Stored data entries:
== Segment start ==

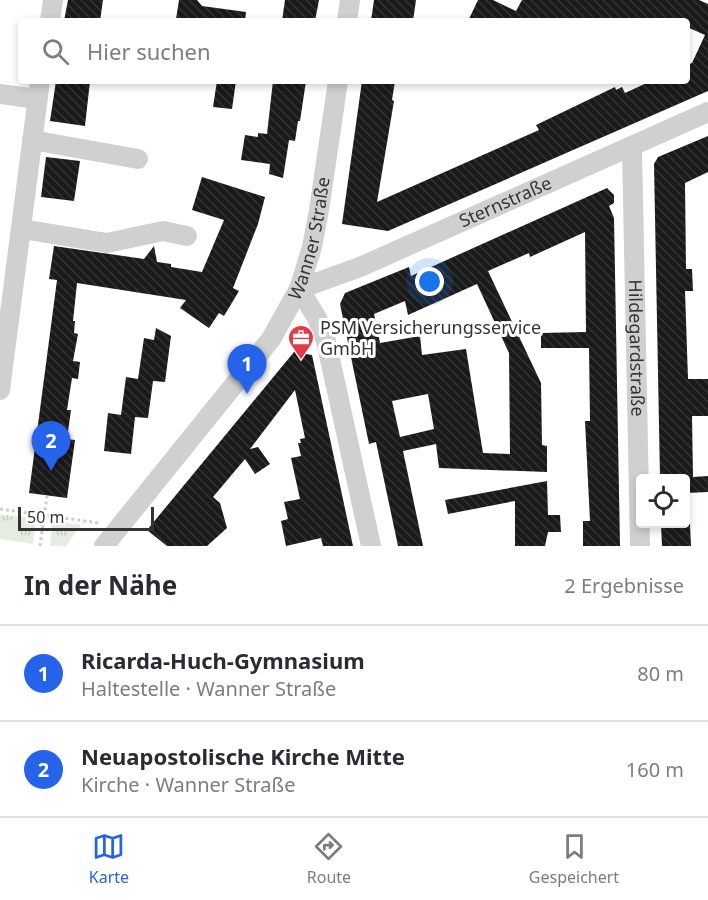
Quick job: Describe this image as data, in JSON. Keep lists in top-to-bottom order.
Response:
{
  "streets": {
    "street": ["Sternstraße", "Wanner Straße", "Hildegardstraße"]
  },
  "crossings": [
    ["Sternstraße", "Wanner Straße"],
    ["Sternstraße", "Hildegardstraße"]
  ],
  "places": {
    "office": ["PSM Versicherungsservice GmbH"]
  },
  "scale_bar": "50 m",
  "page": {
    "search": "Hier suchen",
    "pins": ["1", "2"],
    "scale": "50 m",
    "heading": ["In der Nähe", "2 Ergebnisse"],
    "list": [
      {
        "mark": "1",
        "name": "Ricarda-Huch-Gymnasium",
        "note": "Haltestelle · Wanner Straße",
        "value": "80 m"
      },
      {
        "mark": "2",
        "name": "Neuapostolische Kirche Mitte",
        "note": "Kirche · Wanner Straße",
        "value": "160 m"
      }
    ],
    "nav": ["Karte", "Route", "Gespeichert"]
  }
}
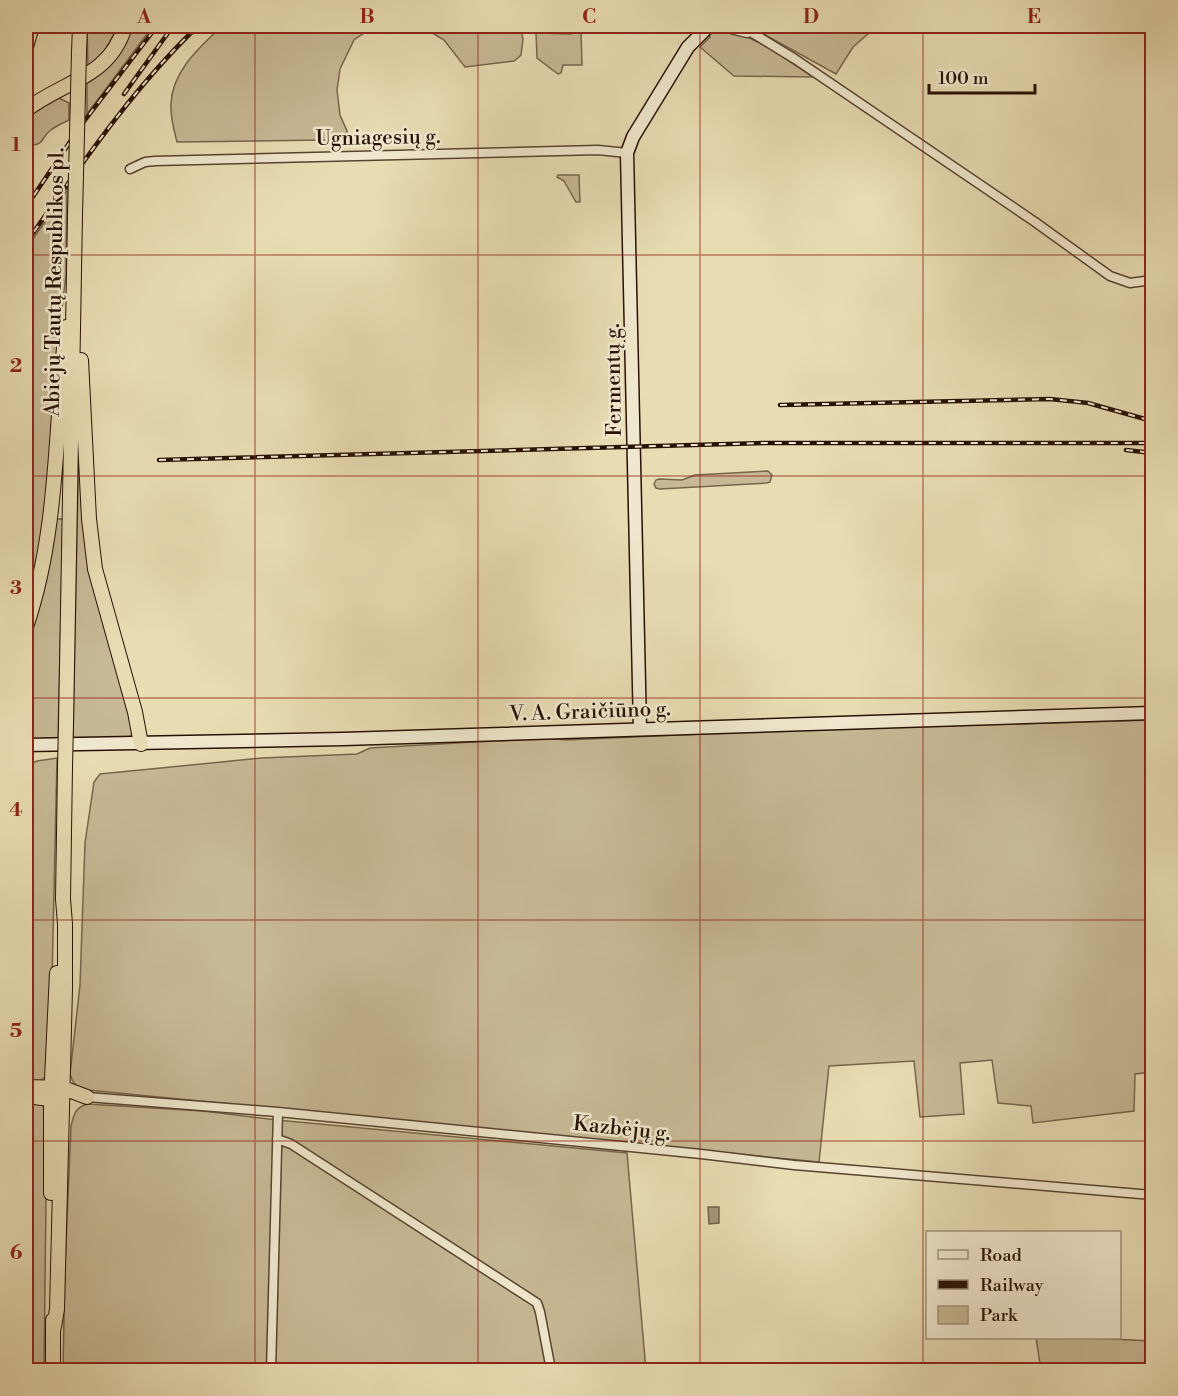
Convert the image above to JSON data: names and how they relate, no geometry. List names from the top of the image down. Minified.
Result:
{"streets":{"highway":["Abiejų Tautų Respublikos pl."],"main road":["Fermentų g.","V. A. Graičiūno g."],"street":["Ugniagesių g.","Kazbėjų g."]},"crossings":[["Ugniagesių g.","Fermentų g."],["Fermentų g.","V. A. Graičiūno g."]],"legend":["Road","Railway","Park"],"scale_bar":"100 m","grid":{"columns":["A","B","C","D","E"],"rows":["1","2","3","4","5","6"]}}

== Segment end ==

What you will do: Could you filter the entries above for lines holding the string "image" and copy them?

Result for this exercise:
Quick job: Describe this image as data, in JSON. Keep lists in top-to-bottom order.
Convert the image above to JSON data: names and how they relate, no geometry. List names from the top of the image down. Minified.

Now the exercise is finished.